Start of Block

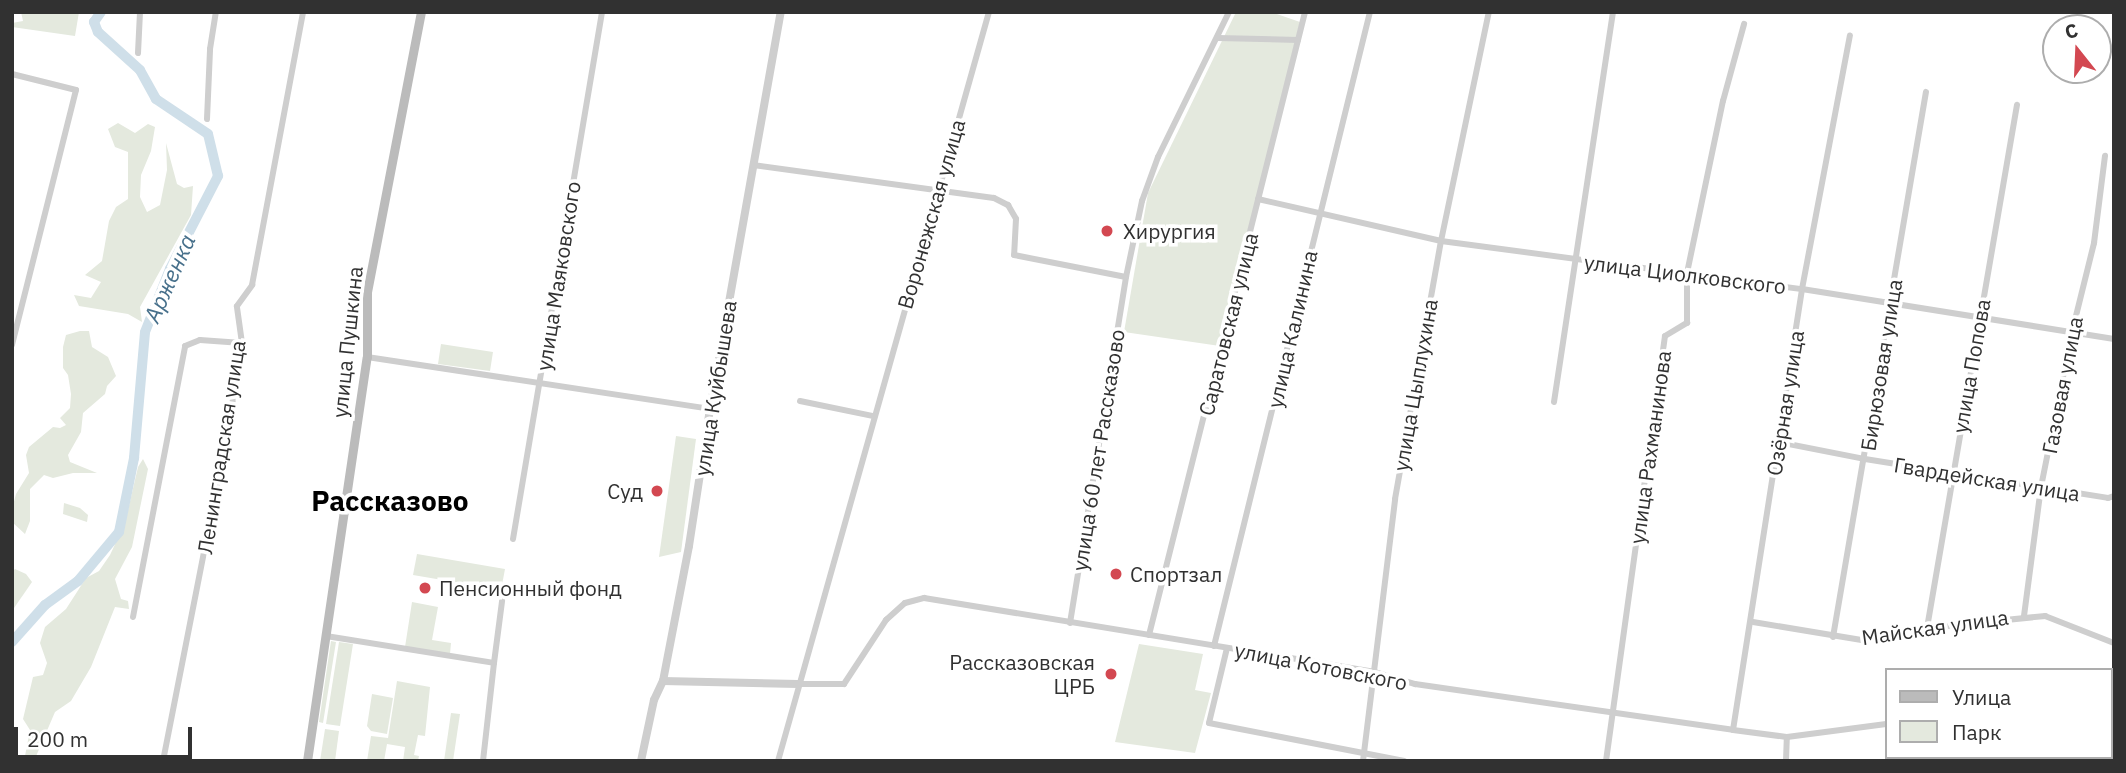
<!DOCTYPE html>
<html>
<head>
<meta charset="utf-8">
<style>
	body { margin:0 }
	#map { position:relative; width:2126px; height:773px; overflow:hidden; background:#fff; font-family:"IBM Plex Sans",sans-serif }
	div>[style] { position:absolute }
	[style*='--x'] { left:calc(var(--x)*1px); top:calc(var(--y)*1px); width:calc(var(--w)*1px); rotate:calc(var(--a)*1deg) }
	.green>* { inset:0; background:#e4e9de }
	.river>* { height:10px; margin:-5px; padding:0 5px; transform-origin:5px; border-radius:5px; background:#cfdfe9 }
	.minor>* { height:6px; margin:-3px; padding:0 3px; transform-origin:3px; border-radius:3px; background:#cecece }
	.tertiary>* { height:8px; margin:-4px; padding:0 4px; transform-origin:4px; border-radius:4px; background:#cecece }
	.secondary>* { height:9px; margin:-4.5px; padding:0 4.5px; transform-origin:4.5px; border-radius:4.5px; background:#bbb }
	.dots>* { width:19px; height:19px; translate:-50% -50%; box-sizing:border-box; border:4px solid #fff; border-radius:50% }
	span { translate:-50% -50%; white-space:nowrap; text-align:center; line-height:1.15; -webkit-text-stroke:7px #fff; paint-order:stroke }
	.street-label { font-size:21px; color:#313131 }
	.poi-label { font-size:21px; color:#313131 }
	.left { translate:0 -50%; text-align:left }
	.right { translate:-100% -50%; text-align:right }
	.water-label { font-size:23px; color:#47708b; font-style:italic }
	.district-label { font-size:28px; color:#000; font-weight:700 }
	.frame { position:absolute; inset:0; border:14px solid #313131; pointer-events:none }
	.legend { position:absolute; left:1885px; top:668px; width:228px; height:91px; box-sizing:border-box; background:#fff; border:2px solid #adadad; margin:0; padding:9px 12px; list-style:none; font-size:21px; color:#313131 }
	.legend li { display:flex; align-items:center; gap:14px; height:35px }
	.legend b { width:35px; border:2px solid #adadad }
	.north { position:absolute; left:2042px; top:14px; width:70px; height:70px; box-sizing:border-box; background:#fff; border:2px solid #adadad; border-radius:50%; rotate:342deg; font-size:19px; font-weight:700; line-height:28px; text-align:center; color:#313131 }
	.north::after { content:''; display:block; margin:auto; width:24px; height:32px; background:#d34851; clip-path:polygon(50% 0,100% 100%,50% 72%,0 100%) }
	.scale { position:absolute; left:14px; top:727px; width:178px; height:32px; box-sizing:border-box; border:4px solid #313131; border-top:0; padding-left:9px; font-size:21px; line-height:24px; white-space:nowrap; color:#313131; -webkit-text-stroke:5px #fff; paint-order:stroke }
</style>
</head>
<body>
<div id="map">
	<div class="green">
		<div style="clip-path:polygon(21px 12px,79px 12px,75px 36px,12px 27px,12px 23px,23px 21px)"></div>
		<div style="clip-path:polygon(1236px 12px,1271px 12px,1300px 22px,1220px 346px,1124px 332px,1148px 193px)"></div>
		<div style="clip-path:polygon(118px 123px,135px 133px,148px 124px,155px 127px,151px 151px,141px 175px,140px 197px,147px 212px,160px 205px,167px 170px,166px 143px,177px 184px,184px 188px,193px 186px,191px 215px,140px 307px,142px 322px,128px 314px,79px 306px,74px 295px,91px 298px,101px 282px,85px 275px,102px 261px,109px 221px,116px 207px,128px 199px,128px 152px,115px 147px,108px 129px)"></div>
		<div style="clip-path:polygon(80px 331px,89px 331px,92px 347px,108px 357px,116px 376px,107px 386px,105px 394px,83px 413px,81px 432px,68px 455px,70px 462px,97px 473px,73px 473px,53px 478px,44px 475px,30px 489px,30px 521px,25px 534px,12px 522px,12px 509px,16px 494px,29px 473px,26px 455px,29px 447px,53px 427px,60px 428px,66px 425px,60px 418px,70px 408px,71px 394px,68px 375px,63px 368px,63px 347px,66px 335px)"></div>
		<div style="clip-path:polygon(441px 344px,493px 352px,490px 371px,438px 364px)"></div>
		<div style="clip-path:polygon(676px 436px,696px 439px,681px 552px,659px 557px)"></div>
		<div style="clip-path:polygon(143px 459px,148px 469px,132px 547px,115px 579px,121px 599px,128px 601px,129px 609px,115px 607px,91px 667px,71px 701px,55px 712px,34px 761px,24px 761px,30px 730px,23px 719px,33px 677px,43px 675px,47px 663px,40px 643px,45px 627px,66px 609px,86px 578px,99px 571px,110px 555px,125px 523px,138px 467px)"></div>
		<div style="clip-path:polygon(64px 503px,80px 508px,88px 515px,87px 522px,63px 514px)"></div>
		<div style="clip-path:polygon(417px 554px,505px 569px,501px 590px,413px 575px)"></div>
		<div style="clip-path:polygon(15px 569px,26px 574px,32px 582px,12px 611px,12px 572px)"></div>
		<div style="clip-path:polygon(412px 602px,438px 607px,432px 640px,451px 643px,450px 654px,405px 647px)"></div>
		<div style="clip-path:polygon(331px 641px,336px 642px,323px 723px,319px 722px)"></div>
		<div style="clip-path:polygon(339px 642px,353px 644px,340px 726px,326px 724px)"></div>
		<div style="clip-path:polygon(1139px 644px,1203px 654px,1195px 690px,1211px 693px,1195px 753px,1115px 742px)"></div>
		<div style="clip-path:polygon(397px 681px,430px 687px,425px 736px,418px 735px,414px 755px,419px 756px,418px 761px,403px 761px,405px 747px,387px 744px,384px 761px,367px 761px,371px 736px,388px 738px)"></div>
		<div style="clip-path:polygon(372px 694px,393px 698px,387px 734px,371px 731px,367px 726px)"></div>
		<div style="clip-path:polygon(451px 713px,460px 714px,453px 761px,444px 761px)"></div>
		<div style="clip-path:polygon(325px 729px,339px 731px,335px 761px,320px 761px)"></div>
	</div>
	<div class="river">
		<div style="--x:12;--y:642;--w:50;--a:-48.3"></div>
		<div style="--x:45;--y:605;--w:41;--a:-36"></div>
		<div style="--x:78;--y:581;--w:64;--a:-50.1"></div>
		<div style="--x:119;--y:532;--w:76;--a:-78.5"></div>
		<div style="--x:134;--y:458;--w:126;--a:-85"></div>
		<div style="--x:145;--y:332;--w:68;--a:-68.4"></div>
		<div style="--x:170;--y:269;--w:105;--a:-62.7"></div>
		<div style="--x:218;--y:176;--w:43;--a:-103.4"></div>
		<div style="--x:208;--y:134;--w:63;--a:-146.1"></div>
		<div style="--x:156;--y:99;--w:33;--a:-119"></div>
		<div style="--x:140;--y:70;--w:57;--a:-137.9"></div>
		<div style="--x:98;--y:32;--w:11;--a:-112"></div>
		<div style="--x:94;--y:22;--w:12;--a:-55"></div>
	</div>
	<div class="minor">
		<div style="--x:1218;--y:38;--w:80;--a:1.4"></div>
		<div style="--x:138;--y:53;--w:41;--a:-87.2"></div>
		<div style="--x:12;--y:74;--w:66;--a:14"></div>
		<div style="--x:76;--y:90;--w:263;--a:104.1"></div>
		<div style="--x:207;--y:119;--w:70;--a:-87.5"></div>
		<div style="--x:210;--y:49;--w:37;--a:-81"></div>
		<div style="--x:753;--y:165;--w:243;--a:7.8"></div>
		<div style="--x:994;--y:198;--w:16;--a:27"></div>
		<div style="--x:1008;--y:205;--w:16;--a:60"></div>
		<div style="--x:1016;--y:219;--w:36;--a:93"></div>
		<div style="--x:1014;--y:255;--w:114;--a:11.1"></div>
		<div style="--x:1258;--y:199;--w:188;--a:12.9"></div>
		<div style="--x:1441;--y:241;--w:364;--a:7.6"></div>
		<div style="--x:1802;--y:289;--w:316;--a:9.1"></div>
		<div style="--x:367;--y:357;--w:347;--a:8.6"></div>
		<div style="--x:800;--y:401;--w:75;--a:11.6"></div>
		<div style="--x:1554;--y:402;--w:394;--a:-81.4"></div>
		<div style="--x:1778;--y:442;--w:89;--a:11.1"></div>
		<div style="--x:1865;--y:459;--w:246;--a:9.1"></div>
		<div style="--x:2108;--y:498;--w:6;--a:-18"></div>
		<div style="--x:513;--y:539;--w:534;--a:-80.41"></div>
		<div style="--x:2024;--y:616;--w:130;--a:-82.5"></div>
		<div style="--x:2041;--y:487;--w:158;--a:-78.7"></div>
		<div style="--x:2072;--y:332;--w:92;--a:-76.1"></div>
		<div style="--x:2094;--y:243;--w:88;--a:-82.8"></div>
		<div style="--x:133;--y:617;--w:276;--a:-79.1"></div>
		<div style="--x:185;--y:346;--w:16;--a:-22"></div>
		<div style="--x:200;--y:340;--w:42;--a:4.1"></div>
		<div style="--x:1753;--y:622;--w:110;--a:9.4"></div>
		<div style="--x:1862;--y:640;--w:66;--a:-10.5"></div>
		<div style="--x:1927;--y:628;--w:119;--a:-5.8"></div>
		<div style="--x:2045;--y:616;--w:74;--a:21.4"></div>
		<div style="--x:1070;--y:623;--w:351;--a:-80.8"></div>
		<div style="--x:1126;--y:277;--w:78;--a:-78.1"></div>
		<div style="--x:1142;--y:201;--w:47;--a:-70"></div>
		<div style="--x:1158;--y:157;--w:161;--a:-63.9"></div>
		<div style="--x:1927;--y:628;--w:531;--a:-80.24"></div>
		<div style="--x:1149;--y:635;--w:642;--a:-75.94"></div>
		<div style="--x:326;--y:636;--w:170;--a:9.1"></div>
		<div style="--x:494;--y:663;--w:63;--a:-82.6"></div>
		<div style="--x:1833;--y:637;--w:553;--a:-80.32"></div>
		<div style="--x:1214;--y:646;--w:653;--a:-76.18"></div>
		<div style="--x:1227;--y:648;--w:77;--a:103.5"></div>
		<div style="--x:1209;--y:723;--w:199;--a:11"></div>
		<div style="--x:798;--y:684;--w:46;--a:0"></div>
		<div style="--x:844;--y:684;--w:77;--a:-56.7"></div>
		<div style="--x:886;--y:620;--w:25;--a:-42"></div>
		<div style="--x:905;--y:603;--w:20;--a:-15"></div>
		<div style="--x:924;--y:598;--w:457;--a:9.3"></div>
		<div style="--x:1375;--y:672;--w:42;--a:16.7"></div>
		<div style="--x:1415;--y:684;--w:321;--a:8.2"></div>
		<div style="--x:1733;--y:730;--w:54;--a:7.4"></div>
		<div style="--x:1787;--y:737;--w:100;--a:-7.5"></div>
		<div style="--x:2110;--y:705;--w:4;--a:14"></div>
		<div style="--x:1733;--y:730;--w:446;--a:-81.1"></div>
		<div style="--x:1802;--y:289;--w:258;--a:-79.3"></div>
		<div style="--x:163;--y:761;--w:331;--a:-78.9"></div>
		<div style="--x:227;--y:436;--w:94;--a:-80.8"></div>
		<div style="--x:242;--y:343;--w:37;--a:-98"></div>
		<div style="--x:237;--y:306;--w:26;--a:-54"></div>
		<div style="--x:252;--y:285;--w:278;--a:-79.4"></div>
		<div style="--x:483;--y:761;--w:99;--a:-83.6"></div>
		<div style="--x:778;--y:761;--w:778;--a:-74.27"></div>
		<div style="--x:1363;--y:761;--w:264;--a:-83"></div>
		<div style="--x:1395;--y:499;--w:262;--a:-79.9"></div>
		<div style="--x:1441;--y:241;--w:234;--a:-78.2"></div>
		<div style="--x:1606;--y:761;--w:429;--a:-82.1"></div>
		<div style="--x:1665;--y:336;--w:26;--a:-31"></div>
		<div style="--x:1687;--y:323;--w:50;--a:-90"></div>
		<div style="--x:1687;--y:273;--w:176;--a:-78.2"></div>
		<div style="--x:1723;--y:101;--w:80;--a:-74.7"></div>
		<div style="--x:1786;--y:761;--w:24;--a:-88"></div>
		<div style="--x:2111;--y:761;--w:10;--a:-73"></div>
	</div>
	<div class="tertiary">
		<div style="--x:663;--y:681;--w:135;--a:1.3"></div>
		<div style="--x:641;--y:761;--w:62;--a:-78"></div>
		<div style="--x:654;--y:700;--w:21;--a:-65"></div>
		<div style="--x:663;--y:681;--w:137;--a:-79.1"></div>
		<div style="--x:689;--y:546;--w:139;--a:-81.3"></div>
		<div style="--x:710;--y:409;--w:403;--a:-79.9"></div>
	</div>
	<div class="secondary">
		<div style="--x:307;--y:761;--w:408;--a:-81.6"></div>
		<div style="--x:367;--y:357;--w:65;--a:-90"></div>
		<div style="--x:367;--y:292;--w:285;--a:-79.1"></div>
	</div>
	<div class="dots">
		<div style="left:1107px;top:231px;background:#d34851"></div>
		<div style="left:657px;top:491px;background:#d34851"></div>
		<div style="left:1116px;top:574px;background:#d34851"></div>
		<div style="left:425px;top:588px;background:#d34851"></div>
		<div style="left:1111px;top:674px;background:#d34851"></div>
	</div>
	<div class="street-label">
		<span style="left:931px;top:214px;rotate:-74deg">Воронежская улица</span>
		<span style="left:1685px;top:274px;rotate:7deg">улица Циолковского</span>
		<span style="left:558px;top:276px;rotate:-81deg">улица Маяковского</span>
		<span style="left:1228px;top:324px;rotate:-76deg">Саратовская улица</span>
		<span style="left:1292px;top:329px;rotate:-77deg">улица Калинина</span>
		<span style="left:347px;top:342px;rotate:-84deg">улица Пушкина</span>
		<span style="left:1881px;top:365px;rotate:-81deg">Бирюзовая улица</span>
		<span style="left:1971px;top:366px;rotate:-80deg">улица Попова</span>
		<span style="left:1415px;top:385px;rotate:-80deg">улица Цыплухина</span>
		<span style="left:2062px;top:385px;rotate:-79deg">Газовая улица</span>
		<span style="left:715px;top:388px;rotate:-81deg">улица Куйбышева</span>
		<span style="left:1785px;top:403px;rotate:-81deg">Озёрная улица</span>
		<span style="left:221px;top:447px;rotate:-81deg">Ленинградская улица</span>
		<span style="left:1650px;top:447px;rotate:-82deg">улица Рахманинова</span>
		<span style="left:1098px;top:450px;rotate:-81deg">улица 60 лет Рассказово</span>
		<span style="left:1987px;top:479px;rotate:9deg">Гвардейская улица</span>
		<span style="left:1935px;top:627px;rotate:-8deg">Майская улица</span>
		<span style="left:1321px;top:666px;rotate:11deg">улица Котовского</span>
	</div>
	<div class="poi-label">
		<span class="left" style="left:1123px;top:231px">Хирургия</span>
		<span class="right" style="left:643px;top:491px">Суд</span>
		<span class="left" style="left:1130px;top:574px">Спортзал</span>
		<span class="left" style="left:439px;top:588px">Пенсионный фонд</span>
		<span class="right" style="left:1095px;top:674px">Рассказовская<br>ЦРБ</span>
	</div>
	<div class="water-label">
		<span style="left:169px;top:278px;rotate:-66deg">Арженка</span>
	</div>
	<div class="district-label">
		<span style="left:390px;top:501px">Рассказово</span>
	</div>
	<div class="frame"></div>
	<ul class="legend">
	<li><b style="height:9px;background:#bbb"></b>Улица</li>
	<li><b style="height:19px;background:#e4e9de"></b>Парк</li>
	</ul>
	<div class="north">С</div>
	<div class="scale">200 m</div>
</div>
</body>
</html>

End of Block

* **WORK REQUEST**
Copy back the listing above exactly, but only from the line with "position:relative; width:2126px; height:773px;" through the line with "display:flex; align-items:center; gap:14px;", both ends included.

* **RESPONSE AREA**
	#map { position:relative; width:2126px; height:773px; overflow:hidden; background:#fff; font-family:"IBM Plex Sans",sans-serif }
	div>[style] { position:absolute }
	[style*='--x'] { left:calc(var(--x)*1px); top:calc(var(--y)*1px); width:calc(var(--w)*1px); rotate:calc(var(--a)*1deg) }
	.green>* { inset:0; background:#e4e9de }
	.river>* { height:10px; margin:-5px; padding:0 5px; transform-origin:5px; border-radius:5px; background:#cfdfe9 }
	.minor>* { height:6px; margin:-3px; padding:0 3px; transform-origin:3px; border-radius:3px; background:#cecece }
	.tertiary>* { height:8px; margin:-4px; padding:0 4px; transform-origin:4px; border-radius:4px; background:#cecece }
	.secondary>* { height:9px; margin:-4.5px; padding:0 4.5px; transform-origin:4.5px; border-radius:4.5px; background:#bbb }
	.dots>* { width:19px; height:19px; translate:-50% -50%; box-sizing:border-box; border:4px solid #fff; border-radius:50% }
	span { translate:-50% -50%; white-space:nowrap; text-align:center; line-height:1.15; -webkit-text-stroke:7px #fff; paint-order:stroke }
	.street-label { font-size:21px; color:#313131 }
	.poi-label { font-size:21px; color:#313131 }
	.left { translate:0 -50%; text-align:left }
	.right { translate:-100% -50%; text-align:right }
	.water-label { font-size:23px; color:#47708b; font-style:italic }
	.district-label { font-size:28px; color:#000; font-weight:700 }
	.frame { position:absolute; inset:0; border:14px solid #313131; pointer-events:none }
	.legend { position:absolute; left:1885px; top:668px; width:228px; height:91px; box-sizing:border-box; background:#fff; border:2px solid #adadad; margin:0; padding:9px 12px; list-style:none; font-size:21px; color:#313131 }
	.legend li { display:flex; align-items:center; gap:14px; height:35px }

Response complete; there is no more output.